Thursday, April 8, 2010

Another first for “SaaS first”

Kundra advocates “cloud-first” policy for federal IT procurement

You’ve got to love it when two of your favorite trends get together and become one—sort of like the apocryphal day when peanut butter first encountered chocolate and they together became a celebrated confection.

So it was, yesterday, when Vivek Kundra, speaking at the Brookings Institution, announced that federal IT leadership means shifting to a “cloud first” policy for new IT procurement.

A little review. If you’ve been reading this blog, you’ll know that back in March we wrote about the Goldman Sachs report that was the first known articulation of the “SaaS first” approach to evaluating new IT systems. A few weeks later, we also wrote extensively about the federal budget language identifying the compelling case for cloud computing in the government. Well, we now have the top federal IT official pulling both of these concepts together in one coherent framework, with a follow-on program by NIST that will facilitate standards, security, and interoperability guidelines for the whole affair.

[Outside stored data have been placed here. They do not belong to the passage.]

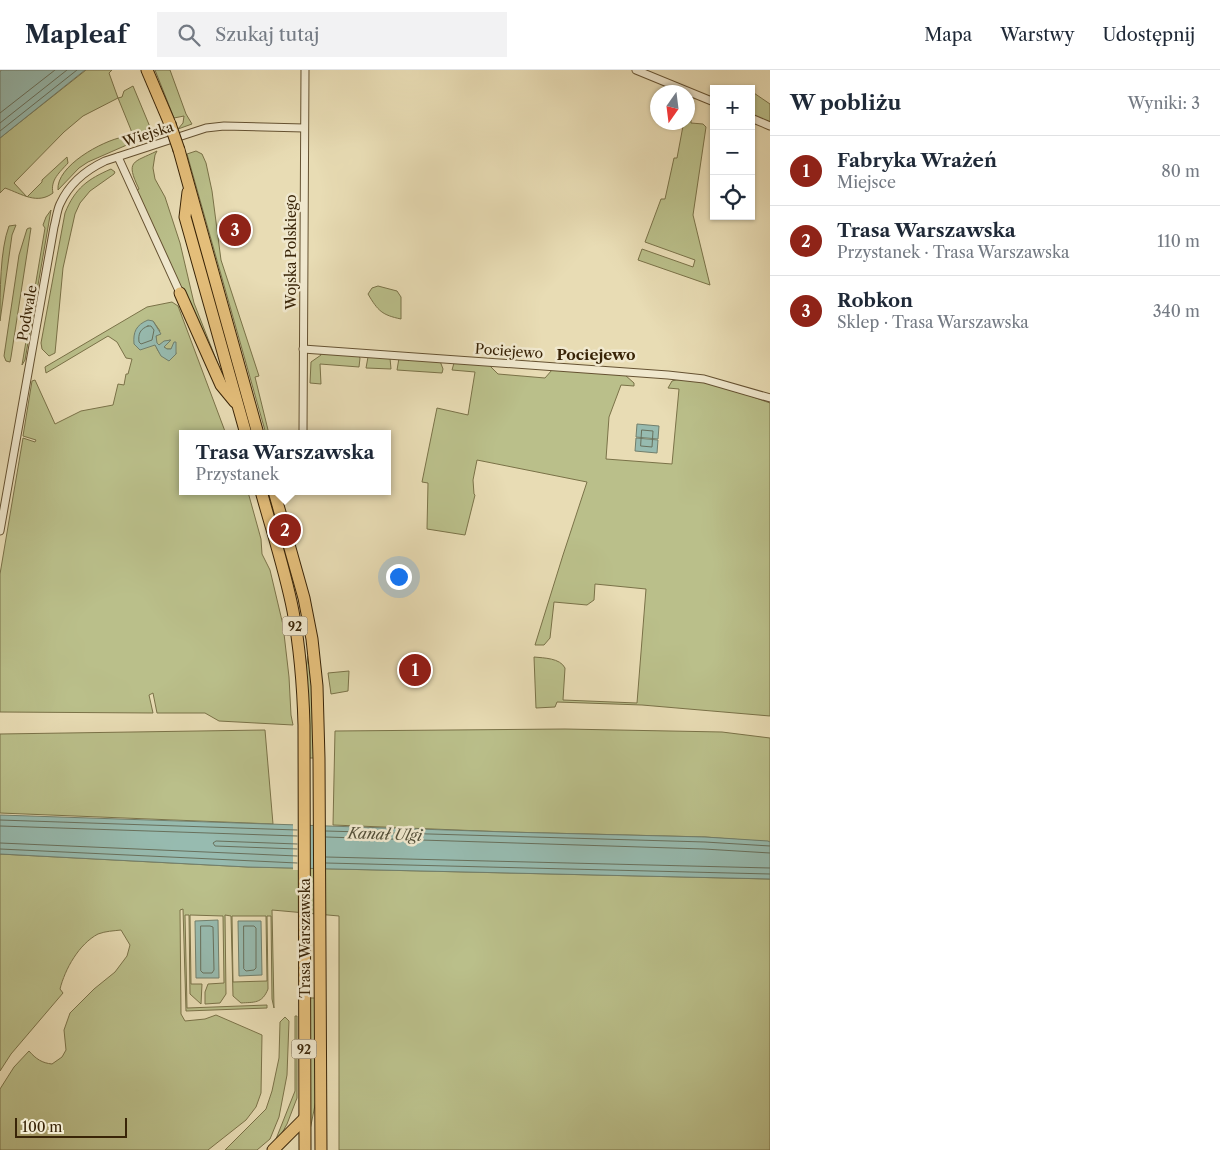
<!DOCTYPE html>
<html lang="pl">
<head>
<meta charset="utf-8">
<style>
  body { margin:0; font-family:"Libre Caslon Text",serif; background:#f2f2f3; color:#1f2937 }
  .controls { position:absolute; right:15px; top:15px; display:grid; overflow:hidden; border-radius:0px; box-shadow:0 1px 4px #0004 }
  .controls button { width:45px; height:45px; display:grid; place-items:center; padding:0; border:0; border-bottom:1px solid #e0e1e3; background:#fff; color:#1f2937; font:25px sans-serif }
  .compass { position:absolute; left:650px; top:15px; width:45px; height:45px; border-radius:50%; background:#fff; box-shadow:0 1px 4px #0004; rotate:194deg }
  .scale { position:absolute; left:15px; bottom:12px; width:112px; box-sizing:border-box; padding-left:5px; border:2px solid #392407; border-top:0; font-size:14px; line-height:18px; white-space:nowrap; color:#392407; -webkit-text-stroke:4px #f0e8ce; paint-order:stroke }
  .you { position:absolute; left:398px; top:506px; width:18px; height:18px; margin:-12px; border:4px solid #fff; border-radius:50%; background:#1a73e8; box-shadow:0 0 0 8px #1a73e833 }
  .badge { display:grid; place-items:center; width:32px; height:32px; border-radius:50%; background:#8f2418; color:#fff; font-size:16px; font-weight:700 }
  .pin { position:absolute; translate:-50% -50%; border:2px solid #fff; box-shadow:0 1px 5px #0006 }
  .popup { position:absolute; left:179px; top:360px; width:212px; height:65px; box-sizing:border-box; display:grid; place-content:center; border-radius:0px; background:#fff; filter:drop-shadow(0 1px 4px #0005); font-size:16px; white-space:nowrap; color:#747a83 }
  .popup b { font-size:19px; color:#1f2937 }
  .popup::after { content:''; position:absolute; left:50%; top:100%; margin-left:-10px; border:10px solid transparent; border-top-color:#fff }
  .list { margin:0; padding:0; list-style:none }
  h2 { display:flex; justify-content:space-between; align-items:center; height:65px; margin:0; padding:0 20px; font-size:21px }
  h2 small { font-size:16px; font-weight:400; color:#747a83 }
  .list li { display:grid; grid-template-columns:32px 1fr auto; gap:15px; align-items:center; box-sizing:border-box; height:70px; padding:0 20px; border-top:1px solid #e0e1e3 }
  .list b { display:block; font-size:19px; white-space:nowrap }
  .list p { margin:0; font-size:16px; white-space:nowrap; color:#747a83 }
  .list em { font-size:16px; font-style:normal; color:#747a83 }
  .icon { flex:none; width:28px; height:28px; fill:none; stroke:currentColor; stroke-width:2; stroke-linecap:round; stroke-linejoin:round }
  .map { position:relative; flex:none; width:770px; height:1080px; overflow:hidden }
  header { display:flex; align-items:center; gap:30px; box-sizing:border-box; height:70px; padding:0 25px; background:#fff; border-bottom:1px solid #e0e1e3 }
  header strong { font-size:24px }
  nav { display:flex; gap:28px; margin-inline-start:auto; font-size:18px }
  .search { width:350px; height:45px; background:#f2f2f3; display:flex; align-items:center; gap:12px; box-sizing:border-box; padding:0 18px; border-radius:0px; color:#747a83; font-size:19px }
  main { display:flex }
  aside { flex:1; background:#fff }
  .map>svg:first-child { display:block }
  .green { fill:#babf8a; stroke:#7a7248; fill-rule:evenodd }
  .water { fill:#97bbb0; stroke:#717f6c }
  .pier { fill:#e8dcb4 }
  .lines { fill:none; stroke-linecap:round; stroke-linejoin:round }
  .shore { stroke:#68705c; stroke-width:1 }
  .minor-casing { stroke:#655232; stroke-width:9 }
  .primary-casing { stroke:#392407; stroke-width:13 }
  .minor { stroke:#f0e8ce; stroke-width:7 }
  .primary { stroke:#e4be7a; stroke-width:11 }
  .primary-bridge-casing { stroke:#392407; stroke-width:13; stroke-linecap:butt }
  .primary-bridge { stroke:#e4be7a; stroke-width:11 }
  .labels { text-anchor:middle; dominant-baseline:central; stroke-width:5; stroke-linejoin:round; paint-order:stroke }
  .shield { fill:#f0e8ce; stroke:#705f43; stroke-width:1 }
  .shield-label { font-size:12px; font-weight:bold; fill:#392407 }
  .street-label { font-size:14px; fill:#392407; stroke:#f0e8ce }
  .neighbourhood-label { font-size:15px; font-weight:bold; fill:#392407; stroke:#f0e8ce }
  .water-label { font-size:15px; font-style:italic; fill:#55513a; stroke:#f0e8ce }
</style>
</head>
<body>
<header>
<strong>Mapleaf</strong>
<div class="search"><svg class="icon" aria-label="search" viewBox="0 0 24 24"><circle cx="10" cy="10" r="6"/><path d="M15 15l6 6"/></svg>Szukaj tutaj</div>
<nav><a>Mapa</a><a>Warstwy</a><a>Udostępnij</a></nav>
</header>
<main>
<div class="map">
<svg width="770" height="1080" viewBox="0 0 770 1080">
  <rect width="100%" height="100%" fill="#e8dcb4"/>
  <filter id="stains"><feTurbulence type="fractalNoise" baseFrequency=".004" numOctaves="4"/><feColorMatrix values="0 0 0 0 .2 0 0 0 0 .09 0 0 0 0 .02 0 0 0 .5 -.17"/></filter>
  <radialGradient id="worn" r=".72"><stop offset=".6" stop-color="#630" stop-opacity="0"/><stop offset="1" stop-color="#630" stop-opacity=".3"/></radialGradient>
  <g class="green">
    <path d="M86,0h26l-3,3 9,25 4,-1 2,-6 9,-5 17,41 -8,5 5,5 7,1 -21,5 -2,-13 -13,-32 -35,18 -19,16 -50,51 13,14 15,-15v-2l25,-23 1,6c-8,9 -18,17 -15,30 -16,12 -31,1 -48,-5l-5,5v-55z"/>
    <path d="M155,0h15l16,44 6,10 -14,5 5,-6 1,-7 -10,2z"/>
    <path d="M751,21l19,13v19l-19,-8z"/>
    <path d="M688,50h3v3l12,1 3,3 -13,88 17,70 -72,-25 4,-11 51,18 2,-7 -50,-18 16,-43h4l9,-41h3l6,-32 -8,-3 13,-1z"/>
    <path d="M123,67l6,7 -41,18 -9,6 -21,22c-2,-24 44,-49 65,-53z"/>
    <path d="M157,81l-2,4 -2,13 2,11 10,18 15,46 14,60 27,69 -35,-68 -6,-19 -44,-94 3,-2c-14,-29 -6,-26 18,-38z"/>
    <path d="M196,81l6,3 4,9 6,28 9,69 38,116 -4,1 14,57h-3l-79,-280z"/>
    <path d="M111,99l4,3 -1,2 -24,17 -10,12 -5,11 -12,54 -8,85 -6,3 -7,-7 -1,-6 24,-130c10,-25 23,-34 46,-44z"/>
    <path d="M51,140l-26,150 -3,5 23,-137 -2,-3 3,-8z"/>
    <path d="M16,155l-4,10 -12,86c0,-29 0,-71 9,-95z"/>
    <path d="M29,158h2l-20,129 -1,5 -4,-1 -2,-5 15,-101 8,-26z"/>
    <path d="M378,216l19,5 4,6v22c-19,-4 -23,-8 -33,-25l4,-6z"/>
    <path d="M172,232l6,4 48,128h-44v57l66,1 13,47 1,15 8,16 13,55 6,52 2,38 2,10 -74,-4 -14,-8h-48l-4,-20 -4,2 4,18 -153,-1v-138l23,-136 12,4 1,-2 -13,-4 9,-55 3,-1 20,44 26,-13 32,-6 5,-21 6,1 2,-11h2l4,-15 -6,-1 -9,-16 -9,-6 -62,37 -1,-6 102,-60zM153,251l7,10 -4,5v7l3,2 11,-5 -6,7 3,2h5l2,-4 2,9 -7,6c-16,-7 -15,-22 -16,-39z"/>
    <path d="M320,283l38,2 2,3 -1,9 -39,-3 1,20 -11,-1 1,-21 10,-7z"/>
    <path d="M368,287l22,1 1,11 -25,-1z"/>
    <path d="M399,288l41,3 3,8 -1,4 -45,-3z"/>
    <path d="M454,293l35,2 9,9 47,4 7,-8 73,5 9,8v3l-13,-1 -12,32 -3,42 66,5 7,-75 -11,-1 4,-7c21,-8 75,14 98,22v313l-128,-11 -85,-3 -2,5 -19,1 -2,-51c10,1 26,1 31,11l-2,32 74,3 9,-114 -51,-5 -1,16 -7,5 -33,-3 -4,36 -6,7h-9l28,-90 24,-73 -110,-22 -4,20 1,14 1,1 -10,40 -38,-6 1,-46 -6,-1 15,-74 31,7 7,-43 -23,-2z"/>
    <path d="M308,586l3,15 4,87h-7l-2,-90z"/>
    <path d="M349,601l-1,20 -17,3 -3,-21z"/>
    <path d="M565,659l157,3 48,6v104l-65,-5 -198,-5 -174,-7 2,-94z"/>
    <path d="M265,660l8,94 -273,-11v-79z"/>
    <path d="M0,784l248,13 522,12v271h-431v-234l-67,-6 2,98 -2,-9 -1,-83h-4l1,73c-6,15 -14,13 -27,14l-8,-7 -2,-80 -6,-1 1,79 -6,9 -15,1v-12l3,-8 16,-1 -1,-67 -33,-1 1,69h11l-1,20 -11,-10 -1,-79h-4l2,93 80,-3v3l-81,3 -3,-102 -3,1 1,104 4,7 20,-2 11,-4 46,20 -1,58 -5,14 -10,13 -38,30h-208v-61l14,-22 15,-16c7,8 13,12 23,13l10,-7 4,-7 -2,-20 6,-17 24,-24 21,-17 12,-16 3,-11 -9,-15c-8,1 -15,1 -23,4 -19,10 -33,35 -38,55l3,4 -52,61 -11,17zM232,846h34l1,65 -34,1z"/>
    <path d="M309,928h7v102l-6,30z"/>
    <path d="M295,946h2v82l-10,26 -10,18 -1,-3 19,-48z"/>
    <path d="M285,947l4,4 -2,54 -8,42 -9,22 -13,11h-32l41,-41 6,-18 7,-33 1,-36z"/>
  </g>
  <g class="water">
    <path d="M1,0h84l-85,68v-66z"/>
    <path d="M148,250l5,1 8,13 -5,2 1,7 2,2 5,-4 7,-1 -7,7 3,2h4l3,-7h2v12l-7,7 -8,-5 -6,-11 -15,5 -6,-6c-1,-12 2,-19 14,-24z"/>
    <path d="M637,354l22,2 -1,13 -22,-2z"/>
    <path d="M636,368l22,2 -1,13 -22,-2z"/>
    <path d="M0,745l507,17 198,5 63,4 2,1v37l-522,-12 -248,-13z"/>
    <path d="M218,850l1,58h-23l-1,-57z"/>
    <path d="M238,851h23l1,54 -23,1z"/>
  </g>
  <rect class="pier" x="293" y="753" width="17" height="47"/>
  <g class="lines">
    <g class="shore">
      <path d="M0,43l55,-43"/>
      <path d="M0,53l67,-53"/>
      <path d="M0,61l77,-61"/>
      <path d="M148,256h3l3,4 -2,10 -11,4 -2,-2c-1,-8 1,-13 9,-16z"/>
      <path d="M642,360l11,1 -1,16 -11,-1z"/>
      <path d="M0,750l297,10"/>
      <path d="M0,756l297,10"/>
      <path d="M326,761l379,11 65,4"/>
      <path d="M326,767l378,12 66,4"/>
      <path d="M0,773l297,13"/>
      <path d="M297,774l-81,-3 -3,2 2,3 82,3"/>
      <path d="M0,779l297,14"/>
      <path d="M326,787l444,11"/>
      <path d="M326,793l444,11"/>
      <path d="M201,856h9l3,1 1,43 -2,3h-9l-2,-2z"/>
      <path d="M244,856h10l2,2v40l-2,2 -8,1 -2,-2z"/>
    </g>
    <defs>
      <g id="minor">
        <path d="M636,0l78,32"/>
        <path d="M751,48l19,8"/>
        <path d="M118,87l62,136"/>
        <path d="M303,279l365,26 36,4 66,19"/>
        <path d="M303,364l2,-364"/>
        <path d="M0,461l54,-304c2,-7 3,-17 6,-23 9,-20 26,-34 45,-43l101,-33 18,-2 80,2"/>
      </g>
      <g id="primary">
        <path d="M147,0l23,54"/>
        <path d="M179,80l79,284"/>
        <path d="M188,122l-3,25 61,217"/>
        <path d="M180,223l41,92 14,17"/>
        <path d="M261,421c11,40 24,79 32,120 7,38 10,76 11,114l1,425"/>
        <path d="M274,421l30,107 8,41 5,47 2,73 2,391"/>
        <path d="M273,1080l31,-31"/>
      </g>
    </defs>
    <use href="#minor" class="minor-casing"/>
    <use href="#primary" class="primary-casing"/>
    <use href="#minor" class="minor"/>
    <use href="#primary" class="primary"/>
    <defs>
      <path id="primary-bridge" d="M170,54l9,26"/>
    </defs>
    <use href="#primary-bridge" class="primary-bridge-casing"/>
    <use href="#primary-bridge" class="primary-bridge"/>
  </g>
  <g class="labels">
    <g class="shield">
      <rect x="282.5" y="546.5" width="25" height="19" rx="4"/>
      <rect x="291.5" y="969.5" width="25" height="19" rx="4"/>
    </g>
    <g class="shield-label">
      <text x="295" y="556">92</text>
      <text x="304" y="979">92</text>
    </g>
    <g class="street-label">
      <text transform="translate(148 64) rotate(-18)">Wiejska</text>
      <text transform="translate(291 182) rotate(-90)">Wojska Polskiego</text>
      <text transform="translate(27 243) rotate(-80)">Podwale</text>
      <text transform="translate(509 281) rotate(4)">Pociejewo</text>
      <text transform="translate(305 868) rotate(-90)">Trasa Warszawska</text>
    </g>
    <g class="neighbourhood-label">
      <text x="596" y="284">Pociejewo</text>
    </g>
    <g class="water-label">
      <text transform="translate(385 764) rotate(2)">Kanał Ulgi</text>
    </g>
  </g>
  <rect width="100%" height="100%" filter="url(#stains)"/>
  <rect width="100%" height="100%" fill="url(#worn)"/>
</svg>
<div class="controls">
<button>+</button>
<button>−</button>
<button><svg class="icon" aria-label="locate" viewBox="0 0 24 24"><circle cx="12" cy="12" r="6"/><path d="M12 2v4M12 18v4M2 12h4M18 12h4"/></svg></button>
</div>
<svg class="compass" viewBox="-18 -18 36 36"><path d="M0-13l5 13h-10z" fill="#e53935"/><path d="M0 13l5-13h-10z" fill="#747a83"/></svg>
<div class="scale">100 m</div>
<div class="you"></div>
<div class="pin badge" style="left:415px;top:600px">1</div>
<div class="pin badge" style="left:285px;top:460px">2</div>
<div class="popup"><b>Trasa Warszawska</b>Przystanek</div>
<div class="pin badge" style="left:235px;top:160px">3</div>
</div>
<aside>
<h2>W pobliżu<small>Wyniki: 3</small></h2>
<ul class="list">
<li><span class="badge">1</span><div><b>Fabryka Wrażeń</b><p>Miejsce</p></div><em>80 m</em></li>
<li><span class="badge">2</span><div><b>Trasa Warszawska</b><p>Przystanek · Trasa Warszawska</p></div><em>110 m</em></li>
<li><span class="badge">3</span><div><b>Robkon</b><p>Sklep · Trasa Warszawska</p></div><em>340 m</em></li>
</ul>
</aside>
</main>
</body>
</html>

Kundra’s speech was titled “The Economic Gains of Cloud Computing,” and it provides a roadmap of how the federal government will move forward with its cloud computing initiative. The speech was accompanied by the release of an excellent new Brookings report, “Saving Money through Cloud Computing,” a title that leaves little to the imagination but provides an apt summary of the government case studies it outlines.

So there you have it: “SaaS first” and federal cloud adoption—two great trends that trend great together.